THS boys’ basketball run becomes memorable ride
Huey Lewis once sang: “The power of love is a curious thing makes one man weep, makes another man sing.”
Although basketball isn’t on the same scale as love, one minute it was jubilation, a day later it was dejection.
So went the Sub-state tournament for the Tonganoxie High School boys’ basketball team.
Friday, with its semifinal game moved up to 4 p.m. because of impending inclement weather, the Chieftains roared to a 70-64 win against Lansing. This team was heading in a direction other THS teams hadn’t for nearly 20 years toward a State berth.
No. 5 Tonganoxie last played in a State tournament in 1984, but the drought was expected to end with a win against Atchison, the No. 6 seed.
The Redmen, though, came away jumping in a frenzy at mid-court in Hiawatha, winning 66-55 and set to play in the 4A State Tournament in Salina.
The Chieftains, meanwhile, settled for a runners-up trophy and retreated to their locker room, eyes saturated with tears.
The senior-heavy team didn’t enter Sub-state with a stellar record, but at 10-10, showed they could give most teams a good fight.
Aside from an embarrassing loss to Bonner Springs in the Tonganoxie Invitational, the team wasn’t far from breaking out.
It was fitting that the Chieftains ultimately played its best at Sub-state.
Winning a first-round game for the first time in more than a decade, defeating Lansing after falling twice in the regular season, then advancing to the tournament finals these accomplishments might have made the loss to Atchison slightly easier to handle.
Still, the Chieftains were a few points away from heading to State, and emotions changed in such a short time.
But as solemn as the locker room was after the game, those same players were chatting a mile a minute an hour later at the Pizza Hut in Hiawatha.

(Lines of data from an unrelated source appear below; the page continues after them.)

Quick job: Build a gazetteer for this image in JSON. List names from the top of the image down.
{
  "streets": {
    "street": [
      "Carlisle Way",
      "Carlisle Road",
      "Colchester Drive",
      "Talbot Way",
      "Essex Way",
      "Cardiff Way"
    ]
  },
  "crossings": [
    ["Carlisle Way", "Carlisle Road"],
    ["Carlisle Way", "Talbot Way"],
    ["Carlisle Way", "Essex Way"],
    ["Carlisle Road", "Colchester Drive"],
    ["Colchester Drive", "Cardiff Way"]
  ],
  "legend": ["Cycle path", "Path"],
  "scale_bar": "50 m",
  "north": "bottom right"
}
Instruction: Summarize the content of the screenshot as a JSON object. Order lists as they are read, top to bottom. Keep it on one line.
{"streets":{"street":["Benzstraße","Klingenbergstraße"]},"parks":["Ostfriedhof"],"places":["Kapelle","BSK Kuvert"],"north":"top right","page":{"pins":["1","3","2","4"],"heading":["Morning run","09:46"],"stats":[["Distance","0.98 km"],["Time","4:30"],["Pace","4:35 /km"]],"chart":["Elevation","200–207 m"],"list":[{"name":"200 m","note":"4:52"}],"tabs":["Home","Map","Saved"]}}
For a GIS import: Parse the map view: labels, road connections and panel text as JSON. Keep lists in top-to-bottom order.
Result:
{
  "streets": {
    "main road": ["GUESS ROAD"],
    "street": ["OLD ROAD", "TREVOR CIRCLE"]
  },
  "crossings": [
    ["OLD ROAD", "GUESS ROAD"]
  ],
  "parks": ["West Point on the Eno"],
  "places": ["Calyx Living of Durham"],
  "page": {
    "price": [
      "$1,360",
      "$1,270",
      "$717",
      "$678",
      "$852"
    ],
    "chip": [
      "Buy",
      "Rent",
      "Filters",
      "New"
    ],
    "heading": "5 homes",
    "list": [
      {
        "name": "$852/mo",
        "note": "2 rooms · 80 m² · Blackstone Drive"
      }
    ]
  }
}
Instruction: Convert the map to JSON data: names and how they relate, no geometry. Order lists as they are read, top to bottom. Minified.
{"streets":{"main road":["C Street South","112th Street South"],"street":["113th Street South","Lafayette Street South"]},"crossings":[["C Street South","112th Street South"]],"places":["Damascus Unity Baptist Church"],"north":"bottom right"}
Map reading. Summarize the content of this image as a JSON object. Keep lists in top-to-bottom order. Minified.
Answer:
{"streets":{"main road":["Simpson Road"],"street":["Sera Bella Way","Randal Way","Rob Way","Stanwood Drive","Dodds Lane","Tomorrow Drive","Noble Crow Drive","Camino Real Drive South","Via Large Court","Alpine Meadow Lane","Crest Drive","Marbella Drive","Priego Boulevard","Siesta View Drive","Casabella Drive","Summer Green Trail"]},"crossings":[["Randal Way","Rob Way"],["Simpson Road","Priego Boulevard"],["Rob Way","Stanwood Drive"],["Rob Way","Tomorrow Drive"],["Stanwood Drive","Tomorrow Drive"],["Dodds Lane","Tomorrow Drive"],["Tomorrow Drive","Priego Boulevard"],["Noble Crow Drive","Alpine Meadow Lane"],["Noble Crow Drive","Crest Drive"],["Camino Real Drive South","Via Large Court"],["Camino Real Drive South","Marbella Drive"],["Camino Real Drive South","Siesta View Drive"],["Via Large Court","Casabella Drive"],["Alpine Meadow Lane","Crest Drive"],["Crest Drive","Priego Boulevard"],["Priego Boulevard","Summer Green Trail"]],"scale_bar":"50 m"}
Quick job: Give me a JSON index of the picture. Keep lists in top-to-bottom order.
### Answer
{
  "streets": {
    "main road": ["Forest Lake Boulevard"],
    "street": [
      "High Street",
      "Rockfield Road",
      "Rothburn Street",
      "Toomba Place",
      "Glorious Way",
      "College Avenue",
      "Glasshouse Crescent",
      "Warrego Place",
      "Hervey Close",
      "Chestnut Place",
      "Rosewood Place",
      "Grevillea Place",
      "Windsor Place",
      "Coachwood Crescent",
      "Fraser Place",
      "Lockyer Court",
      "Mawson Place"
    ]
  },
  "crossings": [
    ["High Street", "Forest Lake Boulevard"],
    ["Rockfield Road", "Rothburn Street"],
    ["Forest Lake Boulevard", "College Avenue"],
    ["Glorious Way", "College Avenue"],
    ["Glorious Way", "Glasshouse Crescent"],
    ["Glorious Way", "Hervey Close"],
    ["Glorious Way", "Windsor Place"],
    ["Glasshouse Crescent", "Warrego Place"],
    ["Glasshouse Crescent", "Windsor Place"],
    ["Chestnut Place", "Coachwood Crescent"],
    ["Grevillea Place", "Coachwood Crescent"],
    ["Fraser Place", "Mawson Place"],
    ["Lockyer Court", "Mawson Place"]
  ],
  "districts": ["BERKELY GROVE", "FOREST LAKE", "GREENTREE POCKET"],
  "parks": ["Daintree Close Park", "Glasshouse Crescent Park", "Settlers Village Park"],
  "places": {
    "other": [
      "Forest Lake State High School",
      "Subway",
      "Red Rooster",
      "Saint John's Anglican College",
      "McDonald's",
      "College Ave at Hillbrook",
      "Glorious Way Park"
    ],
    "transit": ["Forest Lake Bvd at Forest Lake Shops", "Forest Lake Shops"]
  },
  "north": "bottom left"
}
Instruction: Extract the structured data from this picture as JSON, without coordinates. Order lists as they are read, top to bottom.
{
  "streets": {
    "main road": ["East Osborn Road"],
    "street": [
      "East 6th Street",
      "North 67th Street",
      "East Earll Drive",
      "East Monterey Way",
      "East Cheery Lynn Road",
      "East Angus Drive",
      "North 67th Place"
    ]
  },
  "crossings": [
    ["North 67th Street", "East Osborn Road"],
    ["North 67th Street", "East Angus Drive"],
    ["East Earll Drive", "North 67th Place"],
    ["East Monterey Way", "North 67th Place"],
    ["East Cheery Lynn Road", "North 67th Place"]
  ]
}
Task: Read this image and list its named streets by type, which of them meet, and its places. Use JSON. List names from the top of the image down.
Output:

The loss to the even bigger underdog Atchison didn’t seem to matter. Tonganoxie had its first winning season since 1992, the Chieftains now have experience for future Sub-state rounds as they head into coming years.
The team even practiced in Allen Fieldhouse on Saturday morning, an opportunity most athletes haven’t had.
When Tonganoxie team members walked onto the court, their eyes became bigger and bigger as they took in the historic fieldhouse.
Friday night, I asked Thomas Gilner if he was going to hoist Jon Gripka on his shoulders and measure the distance from the basket to the floor.
Gilner looked at me in a puzzled manner, then I mentioned a similar scene in “Hoosiers.”
“I was pretty young when that came out,” Gilner said.
DVDs and VCRs are now available, but I realized he didn’t grow up with that masterpiece as I did.
When the team pulled up to an empty Allen Fieldhouse as the Hickory Huskers did to Butler Fieldhouse in Indiana, I once again had a flashback to the movie.
Throw in that curvy trip through miles and miles of snow-covered farmland on U.S. Highway 159 from Nortonville to Horton, and the whole situation whispered “sequel.”
Unfortunately for the Chieftains, the journey ended Saturday evening.
But life, as well as basketball, will continue for years to come.
And one of those years just might include a Hollywood-style finish for the Tonganoxie Chieftains.